Information shown -
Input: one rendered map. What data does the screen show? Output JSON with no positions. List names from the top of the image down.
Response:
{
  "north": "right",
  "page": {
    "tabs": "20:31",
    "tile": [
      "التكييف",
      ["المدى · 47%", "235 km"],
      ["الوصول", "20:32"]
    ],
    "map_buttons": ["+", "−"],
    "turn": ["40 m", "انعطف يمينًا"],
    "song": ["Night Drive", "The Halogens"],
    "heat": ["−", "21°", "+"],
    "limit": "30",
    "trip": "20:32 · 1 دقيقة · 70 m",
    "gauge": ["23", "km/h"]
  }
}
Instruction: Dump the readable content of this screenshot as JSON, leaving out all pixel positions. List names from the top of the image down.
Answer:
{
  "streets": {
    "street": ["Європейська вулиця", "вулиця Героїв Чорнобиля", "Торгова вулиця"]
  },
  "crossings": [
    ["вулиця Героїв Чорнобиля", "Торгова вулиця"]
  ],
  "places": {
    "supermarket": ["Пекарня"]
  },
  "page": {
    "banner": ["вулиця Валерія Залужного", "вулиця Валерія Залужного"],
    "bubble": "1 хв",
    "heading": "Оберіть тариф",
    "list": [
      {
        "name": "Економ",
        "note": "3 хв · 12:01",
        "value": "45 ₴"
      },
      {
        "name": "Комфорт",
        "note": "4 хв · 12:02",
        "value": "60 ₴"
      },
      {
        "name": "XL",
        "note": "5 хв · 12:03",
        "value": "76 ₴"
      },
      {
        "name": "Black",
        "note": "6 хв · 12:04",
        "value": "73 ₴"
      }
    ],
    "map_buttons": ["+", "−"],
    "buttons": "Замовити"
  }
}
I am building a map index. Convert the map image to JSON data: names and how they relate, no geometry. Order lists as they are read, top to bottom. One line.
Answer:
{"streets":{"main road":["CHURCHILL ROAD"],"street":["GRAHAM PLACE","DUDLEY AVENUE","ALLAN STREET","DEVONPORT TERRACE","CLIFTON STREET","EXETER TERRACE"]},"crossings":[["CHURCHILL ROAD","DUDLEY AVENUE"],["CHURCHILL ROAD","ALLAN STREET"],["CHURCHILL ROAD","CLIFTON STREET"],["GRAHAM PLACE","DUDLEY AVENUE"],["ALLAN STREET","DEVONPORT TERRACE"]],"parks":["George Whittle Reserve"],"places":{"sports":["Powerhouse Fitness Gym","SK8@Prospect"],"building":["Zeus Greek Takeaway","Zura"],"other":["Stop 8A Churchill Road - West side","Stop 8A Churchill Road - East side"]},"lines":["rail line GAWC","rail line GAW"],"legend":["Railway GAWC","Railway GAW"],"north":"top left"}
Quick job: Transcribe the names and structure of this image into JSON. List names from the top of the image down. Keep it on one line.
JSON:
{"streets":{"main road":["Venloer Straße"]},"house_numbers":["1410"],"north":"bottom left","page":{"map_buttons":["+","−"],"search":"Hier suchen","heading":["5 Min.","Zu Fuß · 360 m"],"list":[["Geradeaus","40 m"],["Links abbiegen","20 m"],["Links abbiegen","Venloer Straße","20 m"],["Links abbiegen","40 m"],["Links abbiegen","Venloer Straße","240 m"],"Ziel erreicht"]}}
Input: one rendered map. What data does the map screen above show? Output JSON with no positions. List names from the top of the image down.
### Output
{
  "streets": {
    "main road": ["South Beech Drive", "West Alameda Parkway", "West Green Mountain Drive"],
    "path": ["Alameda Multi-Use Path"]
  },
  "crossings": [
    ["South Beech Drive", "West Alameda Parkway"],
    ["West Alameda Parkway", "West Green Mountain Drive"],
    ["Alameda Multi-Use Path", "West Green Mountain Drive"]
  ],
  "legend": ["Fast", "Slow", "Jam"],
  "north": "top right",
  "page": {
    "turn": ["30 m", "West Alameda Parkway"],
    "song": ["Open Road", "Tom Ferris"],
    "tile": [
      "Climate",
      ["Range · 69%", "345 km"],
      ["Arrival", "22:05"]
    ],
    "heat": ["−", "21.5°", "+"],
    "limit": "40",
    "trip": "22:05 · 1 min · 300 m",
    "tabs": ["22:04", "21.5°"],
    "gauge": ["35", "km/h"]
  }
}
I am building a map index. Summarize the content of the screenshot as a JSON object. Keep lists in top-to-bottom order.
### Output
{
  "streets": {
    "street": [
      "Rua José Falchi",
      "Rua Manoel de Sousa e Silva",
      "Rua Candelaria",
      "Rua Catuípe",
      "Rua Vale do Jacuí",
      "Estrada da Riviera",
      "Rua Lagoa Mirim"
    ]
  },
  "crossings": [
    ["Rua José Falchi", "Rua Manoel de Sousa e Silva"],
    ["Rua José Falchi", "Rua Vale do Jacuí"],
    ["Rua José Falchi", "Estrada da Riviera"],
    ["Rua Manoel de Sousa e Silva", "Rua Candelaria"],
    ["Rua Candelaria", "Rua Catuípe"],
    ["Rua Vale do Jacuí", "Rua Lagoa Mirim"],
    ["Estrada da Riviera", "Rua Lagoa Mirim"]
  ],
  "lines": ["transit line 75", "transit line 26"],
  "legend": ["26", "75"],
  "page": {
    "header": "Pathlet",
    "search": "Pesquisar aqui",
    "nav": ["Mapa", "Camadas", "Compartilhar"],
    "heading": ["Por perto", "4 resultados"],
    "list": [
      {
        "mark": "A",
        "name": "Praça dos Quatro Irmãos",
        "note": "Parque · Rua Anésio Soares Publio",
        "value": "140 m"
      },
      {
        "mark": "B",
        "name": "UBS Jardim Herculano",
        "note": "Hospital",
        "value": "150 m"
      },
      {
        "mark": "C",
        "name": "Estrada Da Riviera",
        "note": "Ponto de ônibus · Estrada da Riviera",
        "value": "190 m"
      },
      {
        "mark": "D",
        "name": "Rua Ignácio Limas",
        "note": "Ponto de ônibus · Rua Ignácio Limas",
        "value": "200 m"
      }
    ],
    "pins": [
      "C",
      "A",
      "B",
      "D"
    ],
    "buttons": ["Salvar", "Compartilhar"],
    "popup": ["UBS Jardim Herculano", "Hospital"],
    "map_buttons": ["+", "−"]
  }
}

Task - Give back exactly the lines of the listing above, starting with its first line and ending with the line that holds "Instruction: Dump the".

Answer to the exercise -
Input: one rendered map. What data does the screen show? Output JSON with no positions. List names from the top of the image down.
Response:
{
  "north": "right",
  "page": {
    "tabs": "20:31",
    "tile": [
      "التكييف",
      ["المدى · 47%", "235 km"],
      ["الوصول", "20:32"]
    ],
    "map_buttons": ["+", "−"],
    "turn": ["40 m", "انعطف يمينًا"],
    "song": ["Night Drive", "The Halogens"],
    "heat": ["−", "21°", "+"],
    "limit": "30",
    "trip": "20:32 · 1 دقيقة · 70 m",
    "gauge": ["23", "km/h"]
  }
}
Instruction: Dump the readable content of this screenshot as JSON, leaving out all pixel positions. List names from the top of the image down.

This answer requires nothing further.